Stored data:
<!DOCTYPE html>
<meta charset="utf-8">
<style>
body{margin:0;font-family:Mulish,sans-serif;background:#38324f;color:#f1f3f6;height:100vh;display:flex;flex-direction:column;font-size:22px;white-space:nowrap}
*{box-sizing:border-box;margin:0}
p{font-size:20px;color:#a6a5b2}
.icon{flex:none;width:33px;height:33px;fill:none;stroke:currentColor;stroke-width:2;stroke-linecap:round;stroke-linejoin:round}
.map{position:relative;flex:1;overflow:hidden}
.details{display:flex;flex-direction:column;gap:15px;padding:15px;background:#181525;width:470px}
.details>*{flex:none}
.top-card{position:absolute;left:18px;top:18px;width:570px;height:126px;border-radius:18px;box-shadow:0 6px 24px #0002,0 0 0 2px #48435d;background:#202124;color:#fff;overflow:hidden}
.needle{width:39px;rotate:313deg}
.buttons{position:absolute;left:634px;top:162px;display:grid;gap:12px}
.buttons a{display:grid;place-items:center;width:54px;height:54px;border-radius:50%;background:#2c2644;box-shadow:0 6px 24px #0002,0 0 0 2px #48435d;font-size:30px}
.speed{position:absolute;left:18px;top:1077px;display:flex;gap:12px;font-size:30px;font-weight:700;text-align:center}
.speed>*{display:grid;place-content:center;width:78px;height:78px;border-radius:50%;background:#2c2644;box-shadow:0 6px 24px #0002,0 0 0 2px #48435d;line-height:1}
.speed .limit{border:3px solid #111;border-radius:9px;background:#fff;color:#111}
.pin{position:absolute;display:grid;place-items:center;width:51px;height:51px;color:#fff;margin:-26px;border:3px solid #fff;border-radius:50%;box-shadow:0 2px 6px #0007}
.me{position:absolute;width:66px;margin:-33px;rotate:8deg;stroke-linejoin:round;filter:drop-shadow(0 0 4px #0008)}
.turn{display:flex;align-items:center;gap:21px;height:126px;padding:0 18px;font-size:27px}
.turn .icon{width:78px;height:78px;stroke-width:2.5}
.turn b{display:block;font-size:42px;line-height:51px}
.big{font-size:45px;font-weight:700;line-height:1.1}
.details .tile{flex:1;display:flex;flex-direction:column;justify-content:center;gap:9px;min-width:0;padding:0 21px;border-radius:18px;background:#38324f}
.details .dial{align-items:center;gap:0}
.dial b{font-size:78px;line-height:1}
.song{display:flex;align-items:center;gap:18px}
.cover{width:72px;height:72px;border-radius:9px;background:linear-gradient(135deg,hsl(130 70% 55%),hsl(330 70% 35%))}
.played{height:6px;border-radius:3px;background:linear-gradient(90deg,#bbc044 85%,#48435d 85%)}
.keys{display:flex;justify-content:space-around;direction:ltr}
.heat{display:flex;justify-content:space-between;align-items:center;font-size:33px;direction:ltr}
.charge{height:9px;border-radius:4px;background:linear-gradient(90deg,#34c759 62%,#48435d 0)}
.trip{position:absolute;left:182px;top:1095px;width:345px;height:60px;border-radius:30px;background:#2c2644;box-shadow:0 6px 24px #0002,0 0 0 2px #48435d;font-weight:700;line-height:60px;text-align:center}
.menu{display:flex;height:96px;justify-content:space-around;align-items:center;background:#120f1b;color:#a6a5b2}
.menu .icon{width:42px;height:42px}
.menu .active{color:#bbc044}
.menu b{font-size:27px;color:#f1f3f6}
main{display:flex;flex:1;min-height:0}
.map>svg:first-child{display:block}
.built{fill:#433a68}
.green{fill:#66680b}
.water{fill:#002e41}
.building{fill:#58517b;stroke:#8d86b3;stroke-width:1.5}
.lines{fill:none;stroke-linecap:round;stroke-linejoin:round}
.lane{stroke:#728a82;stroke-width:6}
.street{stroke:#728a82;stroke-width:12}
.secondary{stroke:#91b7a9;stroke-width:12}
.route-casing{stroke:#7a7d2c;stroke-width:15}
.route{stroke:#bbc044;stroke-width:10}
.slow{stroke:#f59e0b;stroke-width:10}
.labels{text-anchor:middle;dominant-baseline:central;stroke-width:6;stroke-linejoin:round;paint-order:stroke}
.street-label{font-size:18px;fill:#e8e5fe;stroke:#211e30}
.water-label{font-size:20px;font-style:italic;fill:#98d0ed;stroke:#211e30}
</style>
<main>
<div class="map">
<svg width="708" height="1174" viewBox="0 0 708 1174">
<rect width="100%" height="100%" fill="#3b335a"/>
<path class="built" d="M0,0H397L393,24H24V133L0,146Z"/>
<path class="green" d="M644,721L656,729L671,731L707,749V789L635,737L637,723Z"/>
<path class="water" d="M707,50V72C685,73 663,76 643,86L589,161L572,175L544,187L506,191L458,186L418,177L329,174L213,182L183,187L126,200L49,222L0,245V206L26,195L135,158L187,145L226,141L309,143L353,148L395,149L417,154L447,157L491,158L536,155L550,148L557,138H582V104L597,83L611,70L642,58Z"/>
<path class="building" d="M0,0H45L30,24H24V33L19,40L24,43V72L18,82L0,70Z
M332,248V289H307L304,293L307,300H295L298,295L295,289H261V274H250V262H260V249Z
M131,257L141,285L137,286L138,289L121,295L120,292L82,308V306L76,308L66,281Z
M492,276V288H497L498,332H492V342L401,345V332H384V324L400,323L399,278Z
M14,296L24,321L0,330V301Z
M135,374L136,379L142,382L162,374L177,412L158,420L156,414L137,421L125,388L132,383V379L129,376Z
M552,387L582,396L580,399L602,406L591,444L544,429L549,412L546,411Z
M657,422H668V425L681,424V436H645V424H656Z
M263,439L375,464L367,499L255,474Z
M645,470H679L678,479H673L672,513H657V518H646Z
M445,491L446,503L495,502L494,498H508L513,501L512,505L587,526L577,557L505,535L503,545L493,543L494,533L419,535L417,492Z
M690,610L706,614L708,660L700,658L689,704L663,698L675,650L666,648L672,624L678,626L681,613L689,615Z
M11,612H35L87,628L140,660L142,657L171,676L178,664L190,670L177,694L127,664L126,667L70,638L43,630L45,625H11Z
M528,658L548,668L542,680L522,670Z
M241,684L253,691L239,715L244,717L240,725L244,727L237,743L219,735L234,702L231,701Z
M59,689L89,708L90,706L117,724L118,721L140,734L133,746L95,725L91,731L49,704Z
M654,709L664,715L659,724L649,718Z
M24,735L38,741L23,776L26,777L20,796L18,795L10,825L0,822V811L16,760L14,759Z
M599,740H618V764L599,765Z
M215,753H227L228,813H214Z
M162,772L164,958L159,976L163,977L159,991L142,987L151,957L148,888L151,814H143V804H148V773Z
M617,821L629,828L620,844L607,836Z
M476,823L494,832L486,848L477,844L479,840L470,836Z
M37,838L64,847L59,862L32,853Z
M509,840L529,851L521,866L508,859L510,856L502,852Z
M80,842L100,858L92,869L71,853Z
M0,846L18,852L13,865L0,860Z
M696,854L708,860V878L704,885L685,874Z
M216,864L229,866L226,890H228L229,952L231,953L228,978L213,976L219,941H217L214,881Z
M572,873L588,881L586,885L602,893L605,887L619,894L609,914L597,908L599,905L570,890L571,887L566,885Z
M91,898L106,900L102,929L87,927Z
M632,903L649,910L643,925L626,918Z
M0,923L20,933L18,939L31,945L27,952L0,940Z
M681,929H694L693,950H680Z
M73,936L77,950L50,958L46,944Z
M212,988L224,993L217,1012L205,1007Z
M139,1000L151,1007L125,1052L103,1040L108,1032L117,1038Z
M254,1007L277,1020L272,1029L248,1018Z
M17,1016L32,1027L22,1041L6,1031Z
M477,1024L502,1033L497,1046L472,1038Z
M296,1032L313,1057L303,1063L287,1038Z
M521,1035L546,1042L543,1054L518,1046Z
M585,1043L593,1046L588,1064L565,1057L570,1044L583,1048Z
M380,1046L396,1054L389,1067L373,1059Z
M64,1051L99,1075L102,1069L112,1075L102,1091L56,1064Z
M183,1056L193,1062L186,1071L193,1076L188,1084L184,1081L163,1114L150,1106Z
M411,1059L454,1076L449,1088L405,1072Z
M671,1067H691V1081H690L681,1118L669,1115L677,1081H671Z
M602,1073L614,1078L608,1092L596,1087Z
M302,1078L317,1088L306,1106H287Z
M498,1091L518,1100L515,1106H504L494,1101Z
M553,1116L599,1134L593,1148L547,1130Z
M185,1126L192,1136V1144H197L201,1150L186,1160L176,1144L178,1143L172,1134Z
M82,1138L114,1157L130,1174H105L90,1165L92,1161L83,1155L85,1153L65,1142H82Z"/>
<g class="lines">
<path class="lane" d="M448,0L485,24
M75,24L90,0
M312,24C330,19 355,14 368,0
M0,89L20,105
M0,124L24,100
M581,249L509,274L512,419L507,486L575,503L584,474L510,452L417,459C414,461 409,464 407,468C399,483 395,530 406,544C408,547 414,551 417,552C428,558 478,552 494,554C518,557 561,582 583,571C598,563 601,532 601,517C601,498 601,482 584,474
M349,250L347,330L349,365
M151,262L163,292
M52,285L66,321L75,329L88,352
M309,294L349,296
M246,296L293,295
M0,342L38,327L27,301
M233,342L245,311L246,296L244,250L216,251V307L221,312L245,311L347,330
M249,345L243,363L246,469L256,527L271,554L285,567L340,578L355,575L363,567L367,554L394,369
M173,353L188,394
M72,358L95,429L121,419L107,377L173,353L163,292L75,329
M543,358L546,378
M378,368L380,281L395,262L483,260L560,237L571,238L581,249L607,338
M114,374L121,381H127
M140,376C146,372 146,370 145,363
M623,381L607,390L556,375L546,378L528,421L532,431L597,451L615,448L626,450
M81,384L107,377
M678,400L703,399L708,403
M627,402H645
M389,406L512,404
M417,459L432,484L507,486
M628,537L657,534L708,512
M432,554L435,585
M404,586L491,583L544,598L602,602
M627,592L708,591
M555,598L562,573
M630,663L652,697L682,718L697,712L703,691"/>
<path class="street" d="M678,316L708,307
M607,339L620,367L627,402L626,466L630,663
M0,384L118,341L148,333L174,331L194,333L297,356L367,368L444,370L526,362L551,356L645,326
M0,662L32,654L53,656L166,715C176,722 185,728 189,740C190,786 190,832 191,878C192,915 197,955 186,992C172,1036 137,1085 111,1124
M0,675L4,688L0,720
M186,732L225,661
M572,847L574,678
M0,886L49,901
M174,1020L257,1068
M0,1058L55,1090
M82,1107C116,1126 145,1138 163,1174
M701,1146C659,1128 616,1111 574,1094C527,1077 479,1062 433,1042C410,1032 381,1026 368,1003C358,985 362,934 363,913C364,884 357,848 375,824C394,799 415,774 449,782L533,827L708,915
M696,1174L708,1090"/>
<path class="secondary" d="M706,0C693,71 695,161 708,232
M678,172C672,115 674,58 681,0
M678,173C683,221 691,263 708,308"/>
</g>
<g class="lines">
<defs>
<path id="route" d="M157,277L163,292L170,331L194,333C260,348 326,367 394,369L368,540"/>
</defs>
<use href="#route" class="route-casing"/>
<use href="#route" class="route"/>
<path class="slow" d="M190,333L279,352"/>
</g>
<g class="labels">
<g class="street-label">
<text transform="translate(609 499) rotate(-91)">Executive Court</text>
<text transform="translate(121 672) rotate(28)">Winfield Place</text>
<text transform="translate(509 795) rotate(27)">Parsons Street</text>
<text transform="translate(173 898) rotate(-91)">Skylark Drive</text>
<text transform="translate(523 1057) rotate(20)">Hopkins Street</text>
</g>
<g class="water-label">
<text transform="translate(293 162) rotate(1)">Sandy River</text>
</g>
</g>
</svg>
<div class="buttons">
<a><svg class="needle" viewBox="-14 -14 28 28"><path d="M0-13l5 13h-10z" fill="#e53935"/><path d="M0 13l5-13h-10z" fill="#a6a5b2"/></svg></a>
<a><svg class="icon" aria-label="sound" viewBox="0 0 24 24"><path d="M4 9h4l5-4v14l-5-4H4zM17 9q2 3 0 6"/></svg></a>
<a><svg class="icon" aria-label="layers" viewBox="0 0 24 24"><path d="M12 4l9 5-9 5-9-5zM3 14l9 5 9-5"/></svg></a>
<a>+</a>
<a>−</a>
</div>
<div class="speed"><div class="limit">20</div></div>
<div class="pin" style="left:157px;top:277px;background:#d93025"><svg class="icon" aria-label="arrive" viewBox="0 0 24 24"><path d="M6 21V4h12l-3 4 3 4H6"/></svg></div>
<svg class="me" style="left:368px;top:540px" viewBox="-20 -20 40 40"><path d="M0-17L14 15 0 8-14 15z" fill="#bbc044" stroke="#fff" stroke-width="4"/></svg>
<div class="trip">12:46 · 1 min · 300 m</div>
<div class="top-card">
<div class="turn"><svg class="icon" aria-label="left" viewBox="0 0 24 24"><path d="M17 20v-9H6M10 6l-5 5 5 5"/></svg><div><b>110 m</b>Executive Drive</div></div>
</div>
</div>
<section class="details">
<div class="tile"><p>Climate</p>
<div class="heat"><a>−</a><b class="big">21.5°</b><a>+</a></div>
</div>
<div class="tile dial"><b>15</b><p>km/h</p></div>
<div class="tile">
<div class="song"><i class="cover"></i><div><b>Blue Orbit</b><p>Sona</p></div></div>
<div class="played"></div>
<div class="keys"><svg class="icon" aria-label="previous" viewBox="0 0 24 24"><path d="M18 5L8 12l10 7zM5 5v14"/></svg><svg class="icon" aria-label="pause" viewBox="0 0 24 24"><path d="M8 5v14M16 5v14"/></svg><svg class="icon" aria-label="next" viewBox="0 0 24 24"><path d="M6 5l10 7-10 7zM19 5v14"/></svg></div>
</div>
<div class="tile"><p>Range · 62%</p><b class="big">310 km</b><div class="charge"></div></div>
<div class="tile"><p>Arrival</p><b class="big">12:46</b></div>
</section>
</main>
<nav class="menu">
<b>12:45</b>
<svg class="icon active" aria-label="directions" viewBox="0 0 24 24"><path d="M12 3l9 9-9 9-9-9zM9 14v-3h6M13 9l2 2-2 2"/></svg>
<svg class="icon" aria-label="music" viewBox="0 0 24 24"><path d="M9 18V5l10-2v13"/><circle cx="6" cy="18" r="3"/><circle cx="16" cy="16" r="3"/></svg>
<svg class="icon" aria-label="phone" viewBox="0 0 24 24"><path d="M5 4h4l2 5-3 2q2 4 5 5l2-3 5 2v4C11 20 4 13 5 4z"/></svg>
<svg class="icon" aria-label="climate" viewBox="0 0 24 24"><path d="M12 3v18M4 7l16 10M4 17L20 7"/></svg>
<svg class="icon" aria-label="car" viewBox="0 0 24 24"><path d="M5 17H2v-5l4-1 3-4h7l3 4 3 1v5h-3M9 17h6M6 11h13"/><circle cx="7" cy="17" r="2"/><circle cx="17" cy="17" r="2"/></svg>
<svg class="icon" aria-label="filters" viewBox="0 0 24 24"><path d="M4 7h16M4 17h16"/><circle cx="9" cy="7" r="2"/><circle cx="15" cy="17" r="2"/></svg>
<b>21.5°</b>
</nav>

# PROBLEM STATEMENT:
Count each line of the entries that holds the word "card", then state the total and nothing more.

# WORKED SOLUTION:
2